Plants are intimately associated with a diversity of beneficial microorganisms in their root zone, some of which can enhance the plant’s resistance to insect pests. Thus, the use of Microbe-induced Resistance (MiR) to reduce pest losses in agriculture has emerged as a highly promising possibility to improve crop resilience and reduce use of harmful pesticides. European companies have therefore started to develop and market beneficial microbes.
However, MiR appears to be strongly context dependent, with reduced benefits under certain biotic and abiotic conditions and in some crop varieties. Further, it is a challenge to deliver and ensure stable associations of beneficial microbes and plants, and avoid undesired effects on beneficial insects.
Thus we absolutely must improve our understanding of MiR mechanisms and context-dependency, in order to improve context stability of MiR and promote the use of MiR for crop protection.
Our MiRA project will train 15 ESRs in basic and applied research on context-dependency of MiR, mechanisms, and impacts on plant performance and other biocontrol organisms. We will use this understanding to improve our ability to predict the effectiveness of MiR under different conditions, to select plant and microbial strains with improved context-stability, and to develop better methods for the formulation of microbial inoculants and their application in agriculture.

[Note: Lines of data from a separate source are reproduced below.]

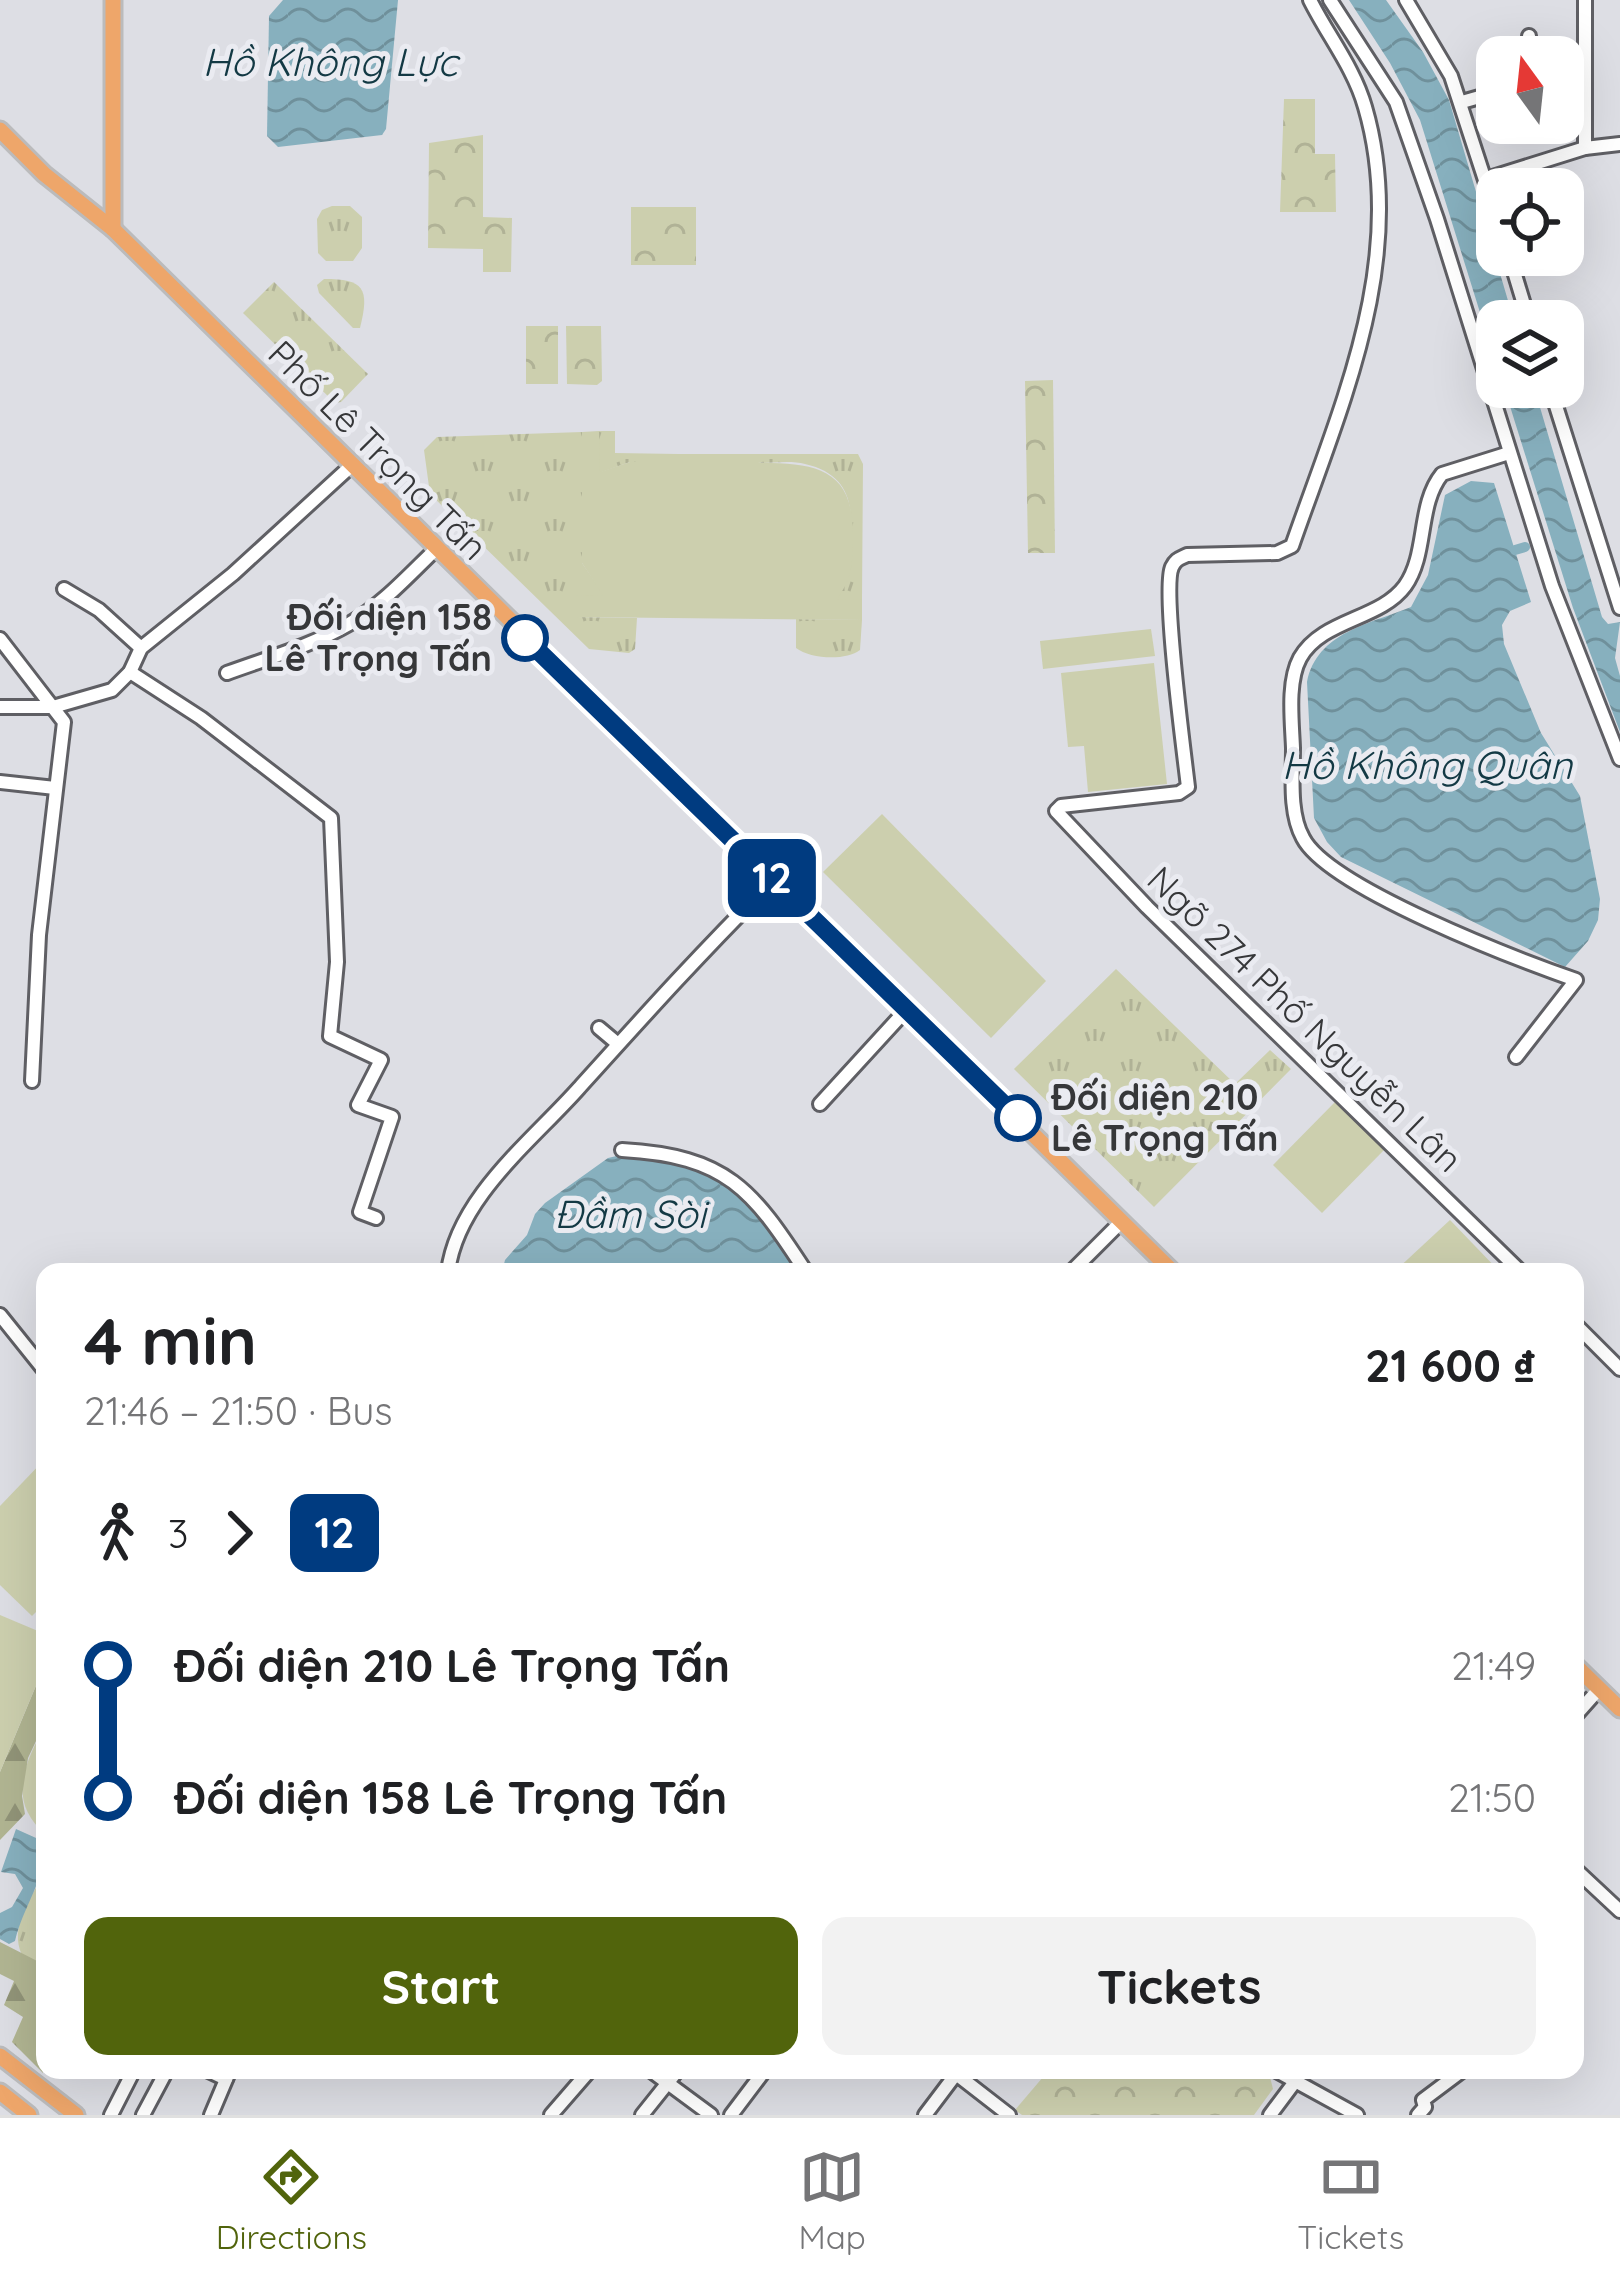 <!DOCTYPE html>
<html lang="en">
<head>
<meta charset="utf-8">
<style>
  body { margin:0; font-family:Quicksand,sans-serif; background:#f2f2f2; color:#202124; height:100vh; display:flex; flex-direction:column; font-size:45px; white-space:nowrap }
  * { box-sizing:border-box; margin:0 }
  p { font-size:39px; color:#757577 }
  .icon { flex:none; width:66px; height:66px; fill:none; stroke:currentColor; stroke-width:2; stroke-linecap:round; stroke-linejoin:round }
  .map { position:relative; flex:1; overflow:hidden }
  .side { position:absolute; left:36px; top:1263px; width:1548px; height:816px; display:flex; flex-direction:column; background:#fff; border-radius:24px; box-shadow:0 12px 48px #0002 }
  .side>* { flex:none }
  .badge { padding:0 24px; border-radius:18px; font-size:42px; line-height:78px }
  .needle { width:78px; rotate:345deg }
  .buttons { position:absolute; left:1476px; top:36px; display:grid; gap:24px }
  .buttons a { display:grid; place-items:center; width:108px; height:108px; border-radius:24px; background:#fff; box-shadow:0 12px 48px #0002; font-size:60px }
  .map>.badge { position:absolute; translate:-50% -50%; box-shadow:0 0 0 6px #fff }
  .legs { display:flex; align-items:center; gap:18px; height:132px; padding:0 48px; font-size:39px }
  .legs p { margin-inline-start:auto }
  .headline { display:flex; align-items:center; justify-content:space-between; height:204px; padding:0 48px }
  h1 { font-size:66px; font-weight:700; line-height:90px }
  .primary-button { display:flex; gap:24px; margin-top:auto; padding:24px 48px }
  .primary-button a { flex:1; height:138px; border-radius:24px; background:#51640c; color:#fff; font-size:48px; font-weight:700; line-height:138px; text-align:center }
  .primary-button a+a { background:#f2f2f2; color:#202124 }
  ul { padding:0 48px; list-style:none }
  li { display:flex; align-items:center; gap:42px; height:132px; font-size:45px }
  li i { display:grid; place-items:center; width:18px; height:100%; margin:0 15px; background:currentColor }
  li i::after { content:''; width:30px; height:30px; margin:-15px; border:9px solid; border-radius:50%; background:#fff }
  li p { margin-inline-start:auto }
  li:first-child i { background:linear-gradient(#0000 50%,currentColor 0) }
  li:last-child i { background:linear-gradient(currentColor 50%,#0000 0) }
  .menu { display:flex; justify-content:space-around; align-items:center; height:168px; border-top:3px solid #e0e0e0; background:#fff; font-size:33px; color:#757577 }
  .menu a { display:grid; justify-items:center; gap:6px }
  .menu .current { color:#51640c }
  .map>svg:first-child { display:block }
  .grass { fill:url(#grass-tufts) }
  .forest { fill:url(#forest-firs) }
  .park { fill:url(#park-crowns) }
  .pitch { fill:#cccfae }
  .water { fill:url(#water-waves) }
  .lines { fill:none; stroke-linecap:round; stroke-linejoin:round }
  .canal { stroke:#87b0be; stroke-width:10 }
  .minor-casing { stroke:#5f5f64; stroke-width:18 }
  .major-casing { stroke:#bbbbbc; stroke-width:21 }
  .minor { stroke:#fff; stroke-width:12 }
  .major { stroke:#eea66a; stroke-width:15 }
  .line-1-casing { stroke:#fff; stroke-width:27 }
  .line-1 { stroke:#003b80; stroke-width:18 }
  .stop-1-dot { fill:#fff; stroke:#003b80; stroke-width:6 }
  .labels { text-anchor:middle; stroke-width:10; stroke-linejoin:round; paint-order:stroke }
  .street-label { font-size:36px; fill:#363739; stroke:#eaebf1 }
  .stop-label { font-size:36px; font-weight:bold; fill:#363739; stroke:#eaebf1; text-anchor:end }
  .water-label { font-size:39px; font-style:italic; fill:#133944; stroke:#eaebf1 }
</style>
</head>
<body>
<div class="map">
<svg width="1620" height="2115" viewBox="0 0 1620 2115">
  <defs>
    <pattern id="grass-tufts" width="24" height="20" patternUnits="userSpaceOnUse" patternTransform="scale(3)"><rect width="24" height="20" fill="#cccfae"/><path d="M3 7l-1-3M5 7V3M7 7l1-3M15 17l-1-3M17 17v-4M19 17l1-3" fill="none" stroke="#b0b296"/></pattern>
    <pattern id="forest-firs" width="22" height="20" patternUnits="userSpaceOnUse" patternTransform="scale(3)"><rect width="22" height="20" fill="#b1b592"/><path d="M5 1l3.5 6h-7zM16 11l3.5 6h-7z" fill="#919478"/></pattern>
    <pattern id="park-crowns" width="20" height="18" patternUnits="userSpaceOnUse" patternTransform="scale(3)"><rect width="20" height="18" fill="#cccfae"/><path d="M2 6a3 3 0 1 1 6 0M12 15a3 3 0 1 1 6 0" fill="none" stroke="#b0b296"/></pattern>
    <pattern id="water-waves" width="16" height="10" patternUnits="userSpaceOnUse" patternTransform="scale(3)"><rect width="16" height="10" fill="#87b0be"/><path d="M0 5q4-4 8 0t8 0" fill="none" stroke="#6f909b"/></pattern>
  </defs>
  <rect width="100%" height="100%" fill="#dddee4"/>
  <g class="grass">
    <polygon points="332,206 350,206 362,217 362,248 353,261 326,261 318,253 317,219 322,210"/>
    <path d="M324,279C364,279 370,288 360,328H353L319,293L317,285Z"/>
    <polygon points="274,282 368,374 341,402 335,403 243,313"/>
    <polygon points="599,431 615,431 615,453 679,454 679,462 630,462 599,473"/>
    <polygon points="582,432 582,563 605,596 577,617 637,618 635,649 629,653 589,649 430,494 424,450 437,437"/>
    <path d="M758,454H858L863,464L862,600H836C846,552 876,480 805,464C791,460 773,463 758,463Z"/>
    <path d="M796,619L862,620L860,650C846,661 810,659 796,648Z"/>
    <polygon points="1116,969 1235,1084 1270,1050 1291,1069 1154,1207 1014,1069"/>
    <path d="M36,1743H45V1834C14,1807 19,1777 36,1743Z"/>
    <path d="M45,1873V1965L22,1955C9,1927 30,1898 45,1873Z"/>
  </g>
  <g class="forest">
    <polygon points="45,1664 45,1722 28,1758 22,1796 25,1814 0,1840 0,1772"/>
    <polygon points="0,1942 45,1965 43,2073 12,2042 23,2017 4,2005 14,1981 0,1974"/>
  </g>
  <g class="park">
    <polygon points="1284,99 1315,99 1315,154 1335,154 1336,212 1280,212"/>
    <polygon points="483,135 483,217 512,218 511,272 483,272 483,249 428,248 429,143"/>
    <rect x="631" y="207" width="65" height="58"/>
    <rect x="526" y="326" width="32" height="58"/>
    <polygon points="566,326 601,326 602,381 597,385 567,384"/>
    <polygon points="1053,380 1055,553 1028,553 1025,381"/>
    <polygon points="1049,2070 1258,2070 1270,2077 1273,2089 1254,2115 1022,2115 1015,2110"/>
  </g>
  <g class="pitch">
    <path d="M599,431L600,472L630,462H679V454H758V463C816,463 854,468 853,537C853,562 852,579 837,599L862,600V620L576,617V596L603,595L582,563V432Z"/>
    <polygon points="1151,629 1155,656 1043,669 1040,641"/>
    <polygon points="1154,663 1167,784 1088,792 1084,746 1068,747 1061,673"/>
    <polygon points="882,814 1046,981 991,1038 823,872"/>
    <polygon points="1335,1102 1384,1150 1322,1213 1273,1165"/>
    <polygon points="1450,1220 1500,1272 1394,1272"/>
    <polygon points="45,1459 45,1603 32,1616 0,1585 0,1506"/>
    <polygon points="0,1615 45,1634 45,1664 0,1772"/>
  </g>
  <g class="water">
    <polygon points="283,0 398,0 386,129 382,135 278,147 267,136 269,16"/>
    <polygon points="1349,0 1386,0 1423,52 1449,100 1514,321 1497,321 1497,367 1420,120 1390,63"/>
    <polygon points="1504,387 1534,387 1602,617 1608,624 1620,622 1615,658 1620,676 1620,732 1573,608"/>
    <path d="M1471,481L1494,483L1531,602L1510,611L1502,625L1504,644L1541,733L1580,796L1600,899L1598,920L1588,941L1565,967L1341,857L1327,842L1314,818L1307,682C1317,632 1370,624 1411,607L1428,575L1445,495Z"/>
    <path d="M625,1154C729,1174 742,1182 799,1272H502L505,1260L527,1235L535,1214L545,1203L608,1158Z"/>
    <path d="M16,1829L45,1842C45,1882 24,1904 15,1941L9,1944L0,1939V1913L12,1907L23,1888L15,1874L1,1872Z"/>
  </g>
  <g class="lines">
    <polyline class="canal" points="1515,550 1525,547"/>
    <g class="minor-casing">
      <g id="minor">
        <path d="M1310,0C1328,36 1354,68 1365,107C1409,258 1341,405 1292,546L1277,553L1187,555C1179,559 1176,559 1172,567C1162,589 1184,752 1188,787L1179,793L1061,806L1056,811L1147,907L1521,1272"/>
        <polyline points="1330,0 1396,102 1437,219 1552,586 1620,759"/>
        <polyline points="1406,0 1451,76 1497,217"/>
        <polyline points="1529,36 1531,57"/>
        <polyline points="1494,70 1497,69"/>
        <polyline points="1462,102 1497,92"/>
        <polyline points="1585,148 1585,0"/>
        <polyline points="1486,179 1585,148 1620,144"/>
        <polyline points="1509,255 1529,321"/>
        <polyline points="1550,387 1620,608"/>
        <path d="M1509,453L1442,474C1417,505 1428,554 1405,586C1380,620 1322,619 1300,658C1287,682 1292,721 1293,748C1293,776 1289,813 1303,838C1329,888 1519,960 1576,980L1516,1057"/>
        <polyline points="64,589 99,610 141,648"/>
        <polyline points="0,639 64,722 39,935 32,1081"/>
        <polyline points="130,672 201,718 331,818 337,962 330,1036 381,1060 358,1105 392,1117 360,1212 376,1218"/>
        <path d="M227,673C268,658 311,646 349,624C382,605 408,576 435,550"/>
        <polyline points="0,707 53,707 112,690 130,672 141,648 233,574 351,466"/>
        <polyline points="0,782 55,788"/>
        <polyline points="599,1028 618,1044"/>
        <polyline points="820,1104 907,1009"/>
        <path d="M622,1150C727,1156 752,1189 806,1272"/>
        <path d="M448,1272C457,1198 532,1141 579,1088C643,1017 706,947 774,880"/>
        <polyline points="1071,1272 1122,1221"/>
        <polyline points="0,1315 45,1371"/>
        <polyline points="1575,1324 1620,1369"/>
        <polyline points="1575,1716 1599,1689"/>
        <polyline points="1575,1869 1620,1911"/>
        <polyline points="207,2070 226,2079"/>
        <polyline points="650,2070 711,2115"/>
        <polyline points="951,2070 1009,2115"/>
        <polyline points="1275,2070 1357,2115"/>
        <polyline points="111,2115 134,2070"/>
        <polyline points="143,2115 167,2070"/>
        <polyline points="211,2115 230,2070"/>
        <polyline points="551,2115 590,2070"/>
        <polyline points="642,2115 678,2070"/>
        <polyline points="731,2115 765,2070"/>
        <polyline points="925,2115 959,2070"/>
        <polyline points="1270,2115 1294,2083"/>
        <polyline points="1418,2115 1425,2107 1423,2100 1463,2070"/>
      </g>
    </g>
    <g class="major-casing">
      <g id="major">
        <polyline points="0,130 44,174 113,229 1173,1272"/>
        <polyline points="113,229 113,0"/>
        <polyline points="1575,1665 1620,1709"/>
        <polyline points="0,2056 76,2115"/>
        <polyline points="0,2092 29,2115"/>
      </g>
    </g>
    <use href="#minor" class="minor"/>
    <use href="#major" class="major"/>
  </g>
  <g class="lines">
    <g class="line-1-casing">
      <polyline id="line-1" points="525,638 1018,1118"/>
    </g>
    <use href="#line-1" class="line-1"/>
  </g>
  <g class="stop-1-dot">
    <circle cx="525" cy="638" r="21"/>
    <circle cx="1018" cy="1118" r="21"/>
  </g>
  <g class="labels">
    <g class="street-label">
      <text transform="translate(378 450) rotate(45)" y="13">Phố Lê Trọng Tấn</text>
      <text transform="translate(1305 1019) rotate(44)" y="13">Ngõ 274 Phố Nguyễn Lân</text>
    </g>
    <g class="stop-label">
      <text x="492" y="630">Đối diện 158<tspan x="492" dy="41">Lê Trọng Tấn</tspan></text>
      <text x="1051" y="1110" text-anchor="start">Đối diện 210<tspan x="1051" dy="41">Lê Trọng Tấn</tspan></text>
    </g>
    <g class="water-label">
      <text x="330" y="76">Hồ Không Lực</text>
      <text x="1427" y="779">Hồ Không Quân</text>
      <text x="630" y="1228">Đầm Sòi</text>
    </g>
  </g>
</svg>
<div class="buttons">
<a><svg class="needle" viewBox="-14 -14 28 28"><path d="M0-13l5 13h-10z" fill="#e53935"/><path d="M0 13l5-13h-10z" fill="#757577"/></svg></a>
<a><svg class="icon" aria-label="locate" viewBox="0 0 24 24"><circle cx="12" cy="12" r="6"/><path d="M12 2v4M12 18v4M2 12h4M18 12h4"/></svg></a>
<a><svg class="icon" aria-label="layers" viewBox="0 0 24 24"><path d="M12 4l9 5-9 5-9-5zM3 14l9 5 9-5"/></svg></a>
</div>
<b class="badge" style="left:772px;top:878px;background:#003b80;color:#fff">12</b>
<section class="side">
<div class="headline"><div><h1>4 min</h1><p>21:46 – 21:50 · Bus</p></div><b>21 600 ₫</b></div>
<div class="legs"><svg class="icon" aria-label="walk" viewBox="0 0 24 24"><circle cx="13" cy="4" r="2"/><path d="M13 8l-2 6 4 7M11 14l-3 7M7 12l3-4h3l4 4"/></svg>3<svg class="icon" aria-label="forward" viewBox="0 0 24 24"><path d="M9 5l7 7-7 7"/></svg><b class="badge" style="background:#003b80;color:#fff">12</b></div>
<ul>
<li><i style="color:#003b80"></i><b>Đối diện 210 Lê Trọng Tấn</b><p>21:49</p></li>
<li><i style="color:#003b80"></i><b>Đối diện 158 Lê Trọng Tấn</b><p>21:50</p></li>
</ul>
<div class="primary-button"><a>Start</a><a>Tickets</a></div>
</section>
</div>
<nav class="menu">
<a class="current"><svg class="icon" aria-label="directions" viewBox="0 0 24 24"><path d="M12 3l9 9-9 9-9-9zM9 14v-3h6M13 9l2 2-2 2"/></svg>Directions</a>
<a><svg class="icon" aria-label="map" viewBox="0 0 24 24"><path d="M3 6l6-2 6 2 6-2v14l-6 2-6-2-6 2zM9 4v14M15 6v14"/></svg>Map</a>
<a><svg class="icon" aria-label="tickets" viewBox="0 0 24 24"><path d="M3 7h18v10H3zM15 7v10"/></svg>Tickets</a>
</nav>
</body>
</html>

Finally, we will analyse economic prospects and constraints for MiR development and use. To achieve these goals, we have assembled a consortium of 12 academic institutions and 6 companies, including microbial inoculant producers and agricultural advisors, with complementary skills in basic and applied research and innovation.
Our ESRs will be trained within this multi-sectoral interdisciplinary network for a future career in research, product and service development in European horticulture and agriculture, pushing boundaries in European research and innovation.